▶ **Your task**: Search the entries below for the word "Withstraat" and copy every line where it appears.

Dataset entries
○ ○ ○ ○ ○
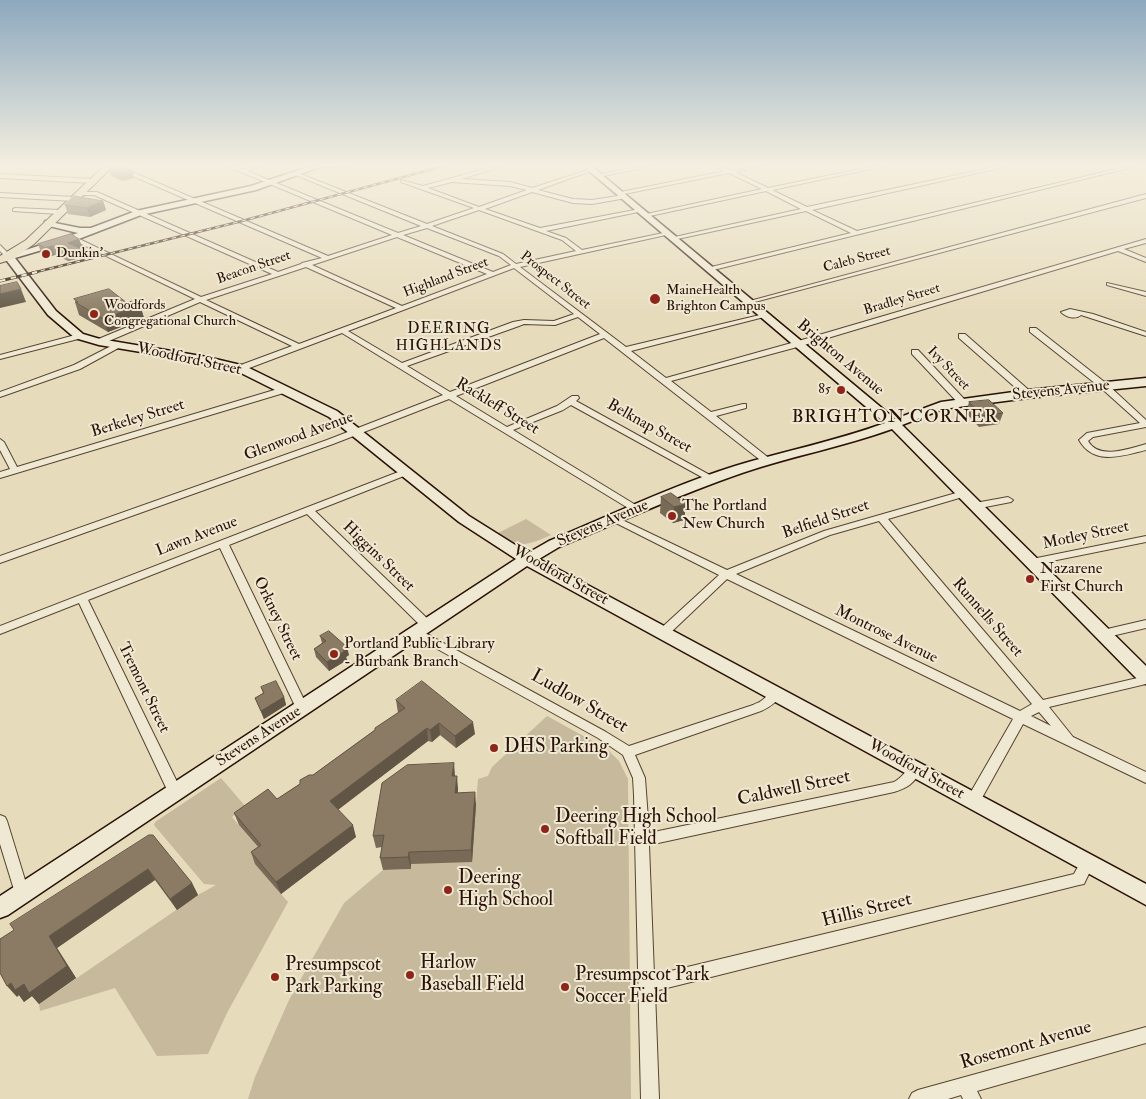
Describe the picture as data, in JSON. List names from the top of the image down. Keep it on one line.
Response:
{"streets":{"main road":["Brighton Avenue","Woodford Street","Stevens Avenue"],"street":["Caleb Street","Beacon Street","Highland Street","Prospect Street","Bradley Street","Ivy Street","Rackleff Street","Berkeley Street","Belknap Street","Glenwood Avenue","Belfield Street","Motley Street","Lawn Avenue","Higgins Street","Runnells Street","Orkney Street","Montrose Avenue","Tremont Street","Ludlow Street","Caldwell Street","Hillis Street","Rosemont Avenue"]},"crossings":[["Caleb Street","Brighton Avenue"],["Beacon Street","Prospect Street"],["Beacon Street","Woodford Street"],["Highland Street","Prospect Street"],["Highland Street","Brighton Avenue"],["Highland Street","Woodford Street"],["Highland Street","Rackleff Street"],["Prospect Street","Bradley Street"],["Prospect Street","Stevens Avenue"],["Prospect Street","Glenwood Avenue"],["Bradley Street","Brighton Avenue"],["Brighton Avenue","Stevens Avenue"],["Brighton Avenue","Belfield Street"],["Brighton Avenue","Motley Street"],["Woodford Street","Stevens Avenue"],["Woodford Street","Berkeley Street"],["Woodford Street","Glenwood Avenue"],["Woodford Street","Belfield Street"],["Woodford Street","Lawn Avenue"],["Woodford Street","Caldwell Street"],["Woodford Street","Hillis Street"],["Ivy Street","Stevens Avenue"],["Stevens Avenue","Rackleff Street"],["Stevens Avenue","Belknap Street"],["Stevens Avenue","Higgins Street"],["Stevens Avenue","Orkney Street"],["Stevens Avenue","Montrose Avenue"],["Stevens Avenue","Tremont Street"],["Stevens Avenue","Ludlow Street"],["Rackleff Street","Belknap Street"],["Rackleff Street","Glenwood Avenue"],["Belfield Street","Runnells Street"],["Belfield Street","Montrose Avenue"],["Lawn Avenue","Higgins Street"],["Lawn Avenue","Orkney Street"],["Lawn Avenue","Tremont Street"],["Higgins Street","Ludlow Street"],["Runnells Street","Montrose Avenue"],["Ludlow Street","Caldwell Street"],["Ludlow Street","Hillis Street"]],"districts":["DEERING HIGHLANDS","BRIGHTON CORNER"],"places":["Dunkin'","MaineHealth Brighton Campus","Woodfords Congregational Church","85","The Portland New Church","Nazarene First Church","Portland Public Library - Burbank Branch","DHS Parking","Deering High School Softball Field","Deering High School","Harlow Baseball Field","Presumpscot Park Parking","Presumpscot Park Soccer Field"]}
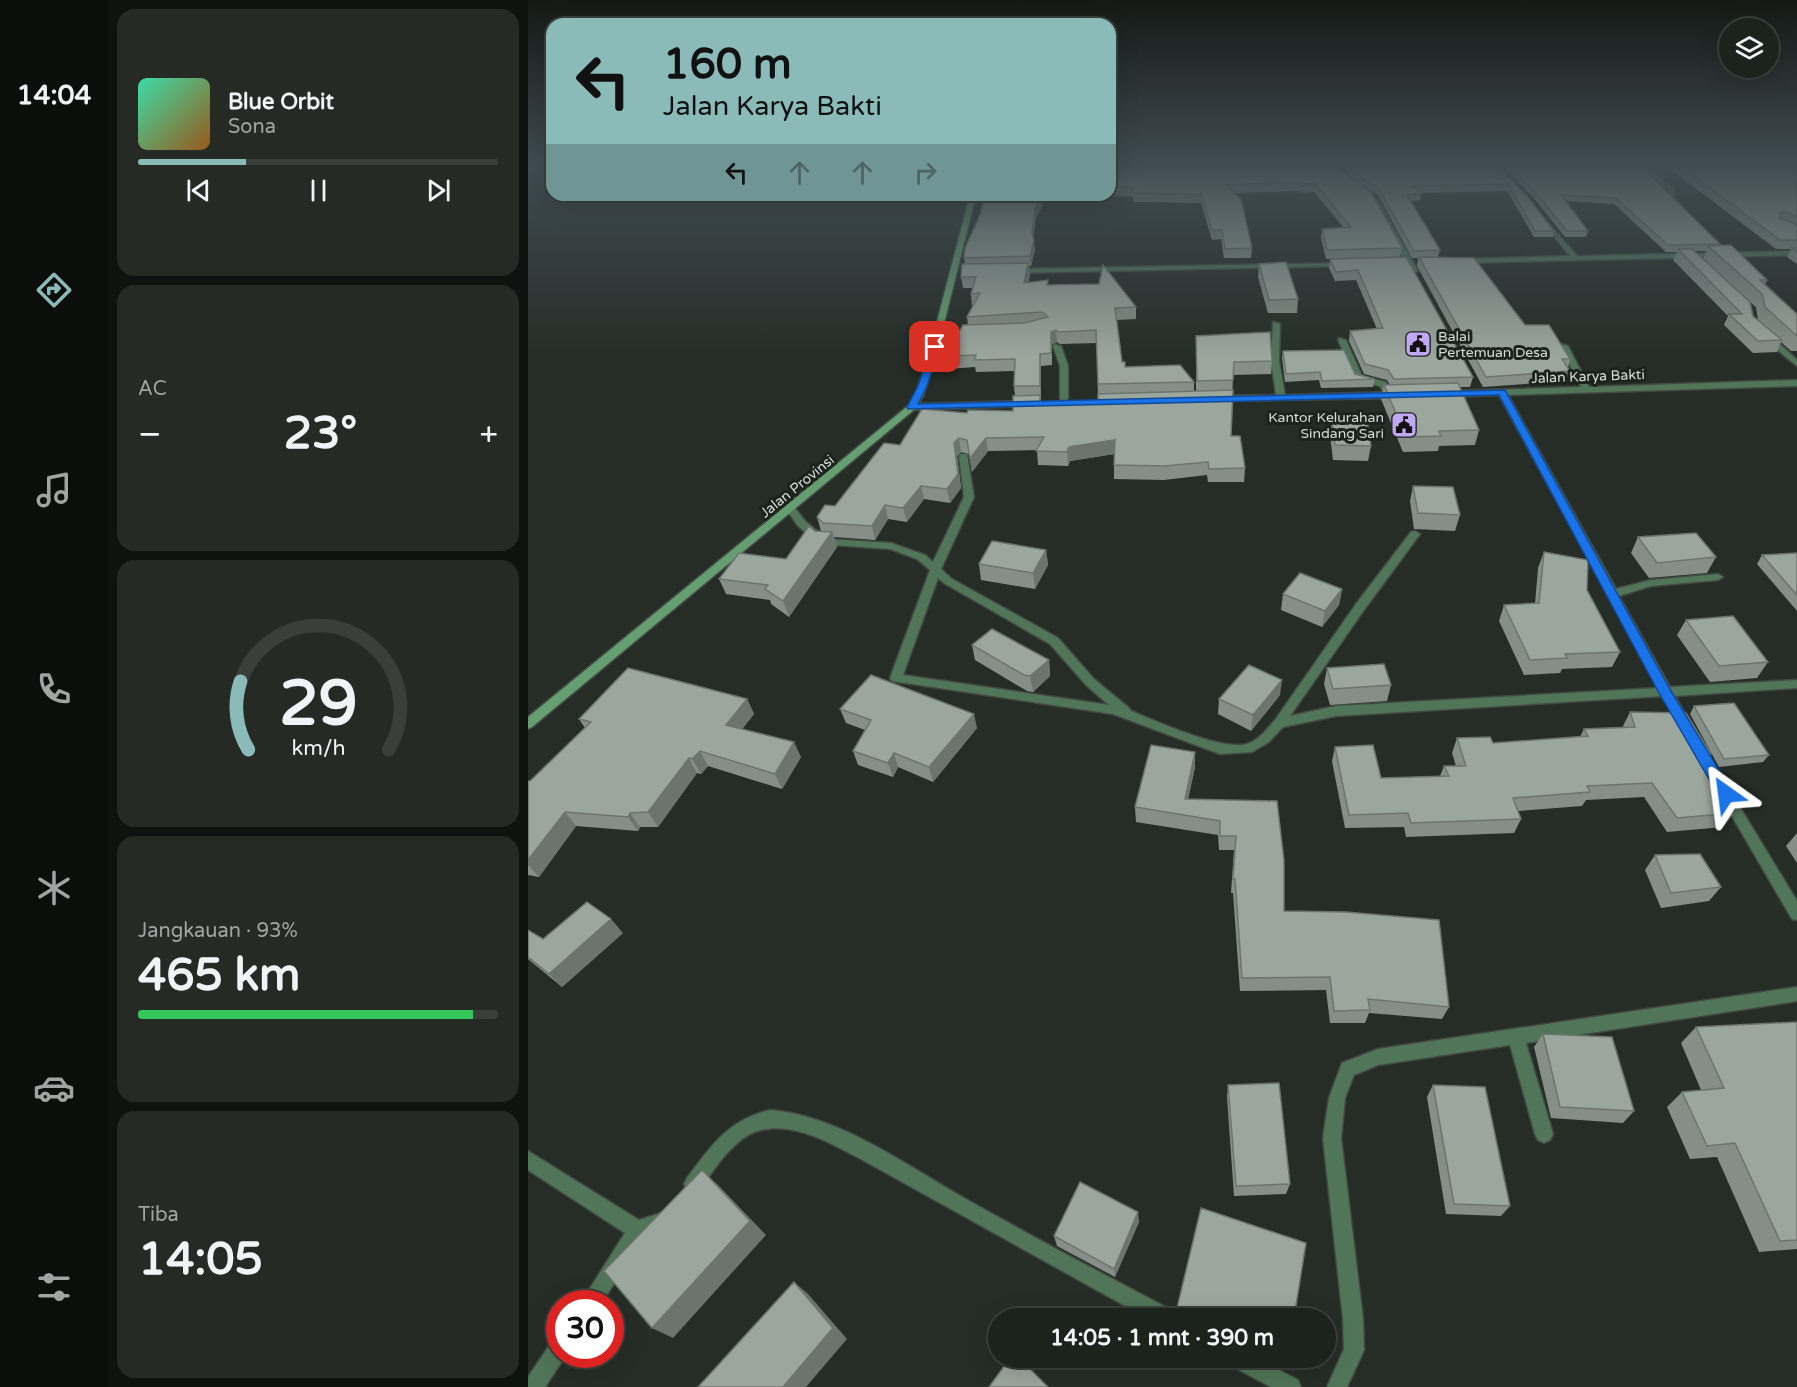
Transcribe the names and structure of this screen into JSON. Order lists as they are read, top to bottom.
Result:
{
  "streets": {
    "main road": ["Jalan Provinsi"],
    "street": ["Jalan Karya Bakti"]
  },
  "places": {
    "public building": ["Balai Pertemuan Desa", "Kantor Kelurahan Sindang Sari"]
  },
  "page": {
    "tabs": "14:04",
    "turn": ["160 m", "Jalan Karya Bakti"],
    "song": ["Blue Orbit", "Sona"],
    "tile": [
      "AC",
      ["Jangkauan · 93%", "465 km"],
      ["Tiba", "14:05"]
    ],
    "heat": ["−", "23°", "+"],
    "limit": "30",
    "trip": "14:05 · 1 mnt · 390 m",
    "gauge": ["29", "km/h"]
  }
}
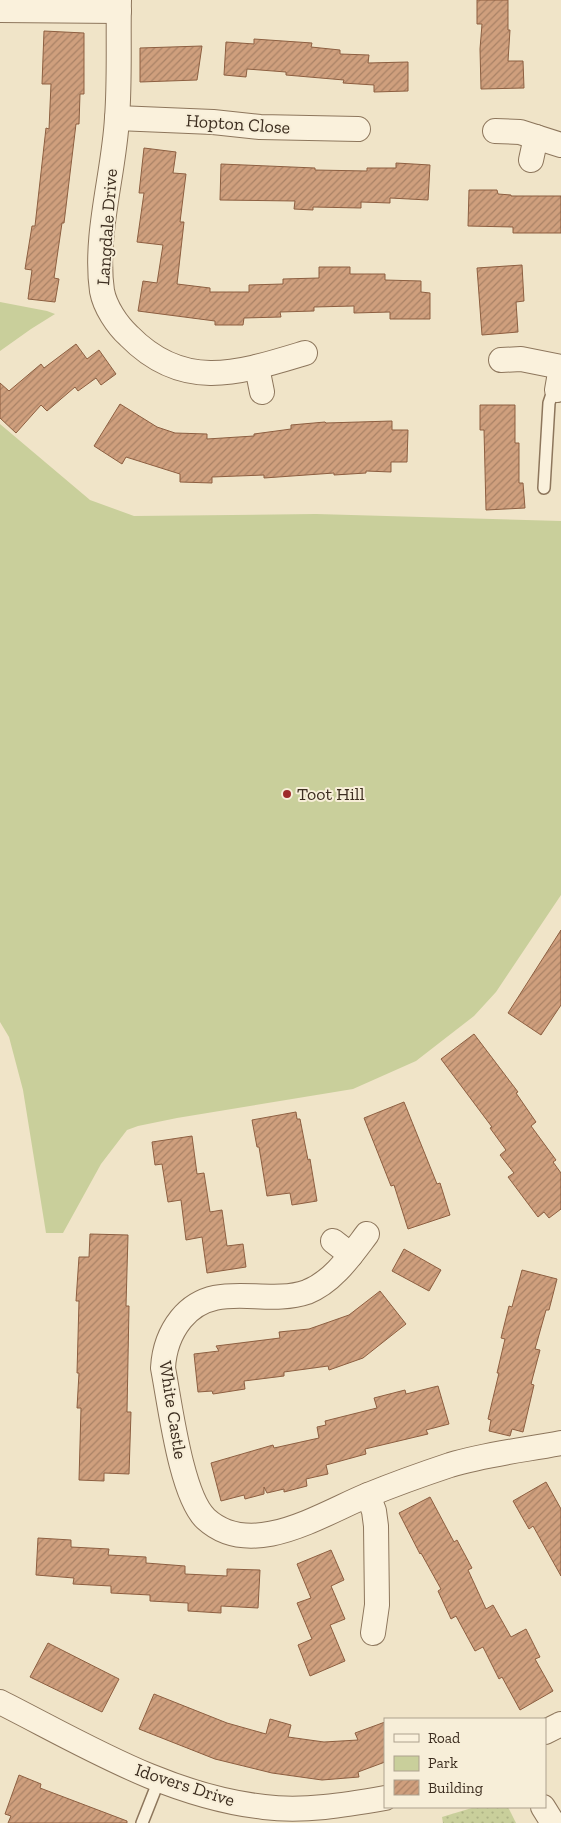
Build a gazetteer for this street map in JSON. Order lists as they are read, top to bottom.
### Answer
{
  "streets": {
    "street": [
      "Hopton Close",
      "Langdale Drive",
      "White Castle",
      "Idovers Drive"
    ]
  },
  "crossings": [
    ["Hopton Close", "Langdale Drive"]
  ],
  "places": ["Toot Hill"],
  "legend": ["Road", "Park", "Building"]
}
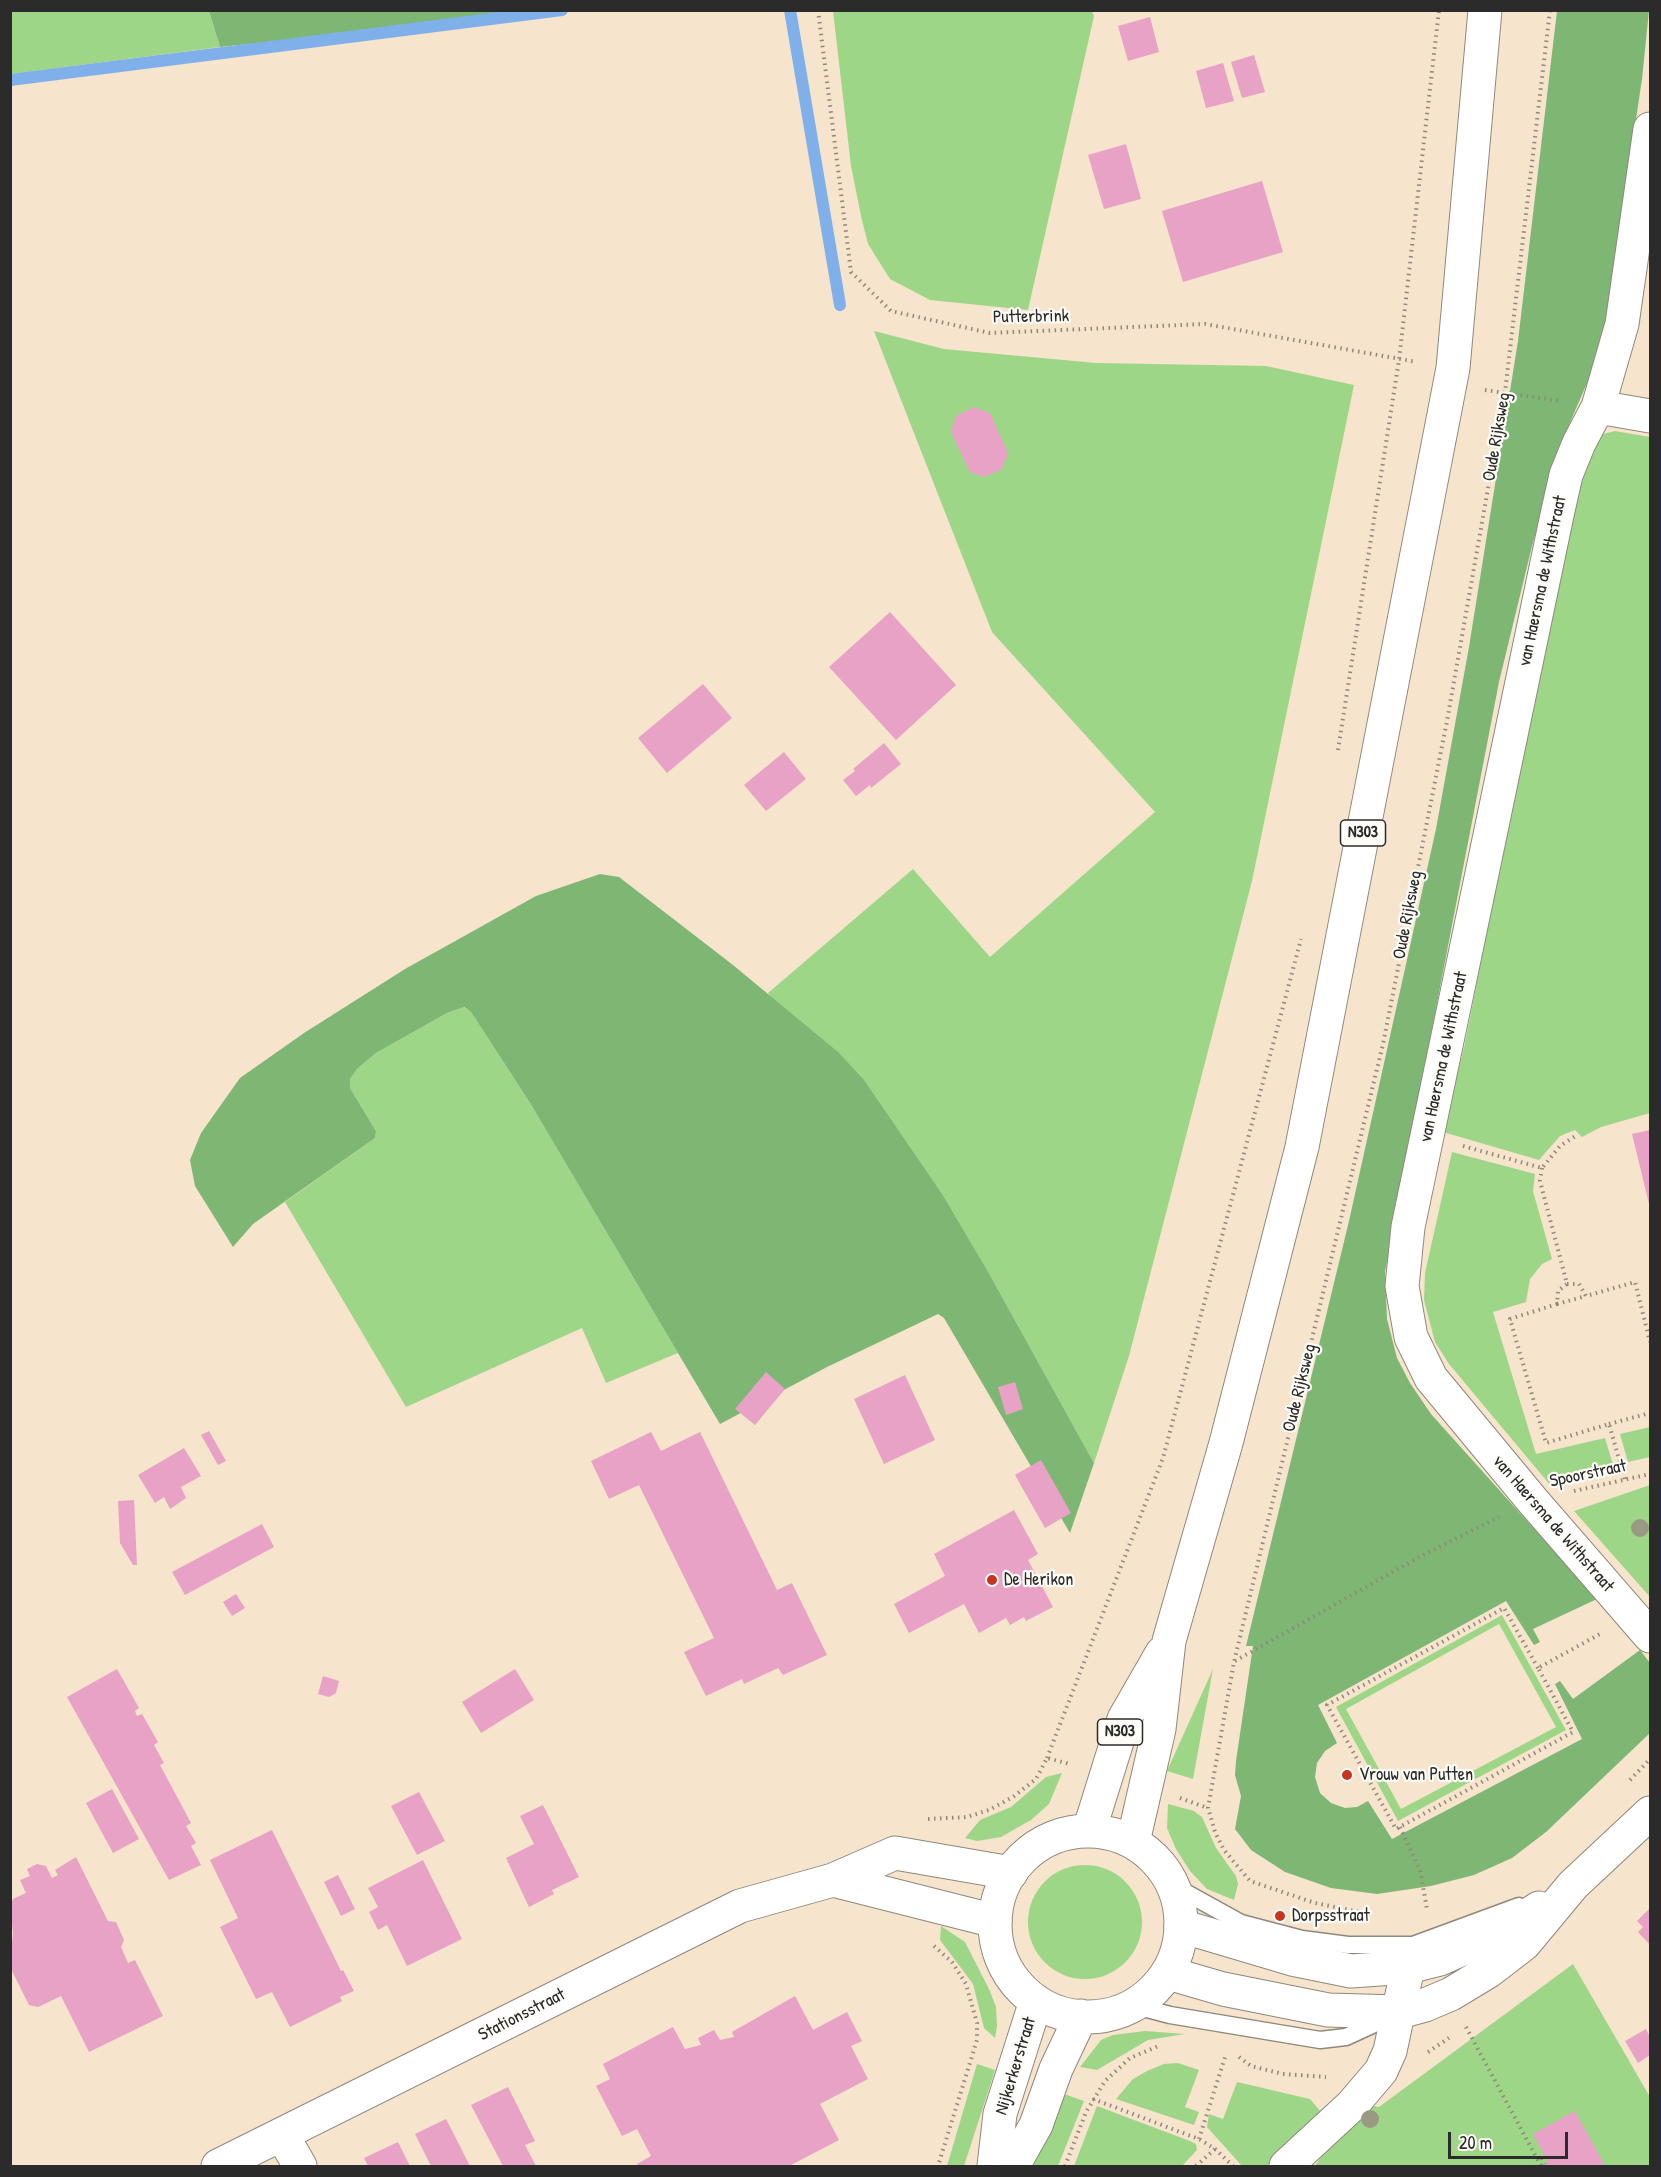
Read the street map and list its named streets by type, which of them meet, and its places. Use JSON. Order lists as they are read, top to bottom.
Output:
{
  "streets": {
    "street": [
      "van Haersma de Withstraat",
      "N303",
      "Stationsstraat",
      "Nijkerkerstraat"
    ],
    "path": ["Putterbrink", "Oude Rijksweg", "Spoorstraat"]
  },
  "crossings": [
    ["Putterbrink", "N303"],
    ["Oude Rijksweg", "Spoorstraat"],
    ["van Haersma de Withstraat", "Spoorstraat"],
    ["N303", "Stationsstraat"],
    ["N303", "Nijkerkerstraat"],
    ["Stationsstraat", "Nijkerkerstraat"]
  ],
  "places": ["De Herikon", "Vrouw van Putten", "Dorpsstraat"],
  "scale_bar": "20 m"
}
○ ○ ○ ○ ○
▶ **Exercise result**:
      "van Haersma de Withstraat",
    ["van Haersma de Withstraat", "Spoorstraat"],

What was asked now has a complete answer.